## To do
All of the records must be set down again word for word.

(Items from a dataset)
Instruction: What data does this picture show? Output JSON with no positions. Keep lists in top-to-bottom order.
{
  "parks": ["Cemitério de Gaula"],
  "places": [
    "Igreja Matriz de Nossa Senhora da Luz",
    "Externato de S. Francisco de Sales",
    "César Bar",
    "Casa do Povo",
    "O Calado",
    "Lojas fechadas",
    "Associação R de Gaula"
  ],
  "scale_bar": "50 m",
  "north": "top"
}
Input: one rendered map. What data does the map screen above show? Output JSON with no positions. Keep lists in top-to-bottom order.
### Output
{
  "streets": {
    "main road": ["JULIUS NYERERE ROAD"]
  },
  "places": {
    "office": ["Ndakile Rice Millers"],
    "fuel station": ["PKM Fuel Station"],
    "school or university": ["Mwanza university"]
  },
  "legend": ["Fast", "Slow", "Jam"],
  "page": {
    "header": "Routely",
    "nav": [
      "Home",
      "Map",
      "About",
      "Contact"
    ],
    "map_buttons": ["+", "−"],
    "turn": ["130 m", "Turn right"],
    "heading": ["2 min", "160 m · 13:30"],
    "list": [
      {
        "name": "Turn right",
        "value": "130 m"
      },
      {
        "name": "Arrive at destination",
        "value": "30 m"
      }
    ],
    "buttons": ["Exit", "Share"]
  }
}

## Task output
Instruction: What data does this picture show? Output JSON with no positions. Keep lists in top-to-bottom order.
{
  "parks": ["Cemitério de Gaula"],
  "places": [
    "Igreja Matriz de Nossa Senhora da Luz",
    "Externato de S. Francisco de Sales",
    "César Bar",
    "Casa do Povo",
    "O Calado",
    "Lojas fechadas",
    "Associação R de Gaula"
  ],
  "scale_bar": "50 m",
  "north": "top"
}
Input: one rendered map. What data does the map screen above show? Output JSON with no positions. Keep lists in top-to-bottom order.
### Output
{
  "streets": {
    "main road": ["JULIUS NYERERE ROAD"]
  },
  "places": {
    "office": ["Ndakile Rice Millers"],
    "fuel station": ["PKM Fuel Station"],
    "school or university": ["Mwanza university"]
  },
  "legend": ["Fast", "Slow", "Jam"],
  "page": {
    "header": "Routely",
    "nav": [
      "Home",
      "Map",
      "About",
      "Contact"
    ],
    "map_buttons": ["+", "−"],
    "turn": ["130 m", "Turn right"],
    "heading": ["2 min", "160 m · 13:30"],
    "list": [
      {
        "name": "Turn right",
        "value": "130 m"
      },
      {
        "name": "Arrive at destination",
        "value": "30 m"
      }
    ],
    "buttons": ["Exit", "Share"]
  }
}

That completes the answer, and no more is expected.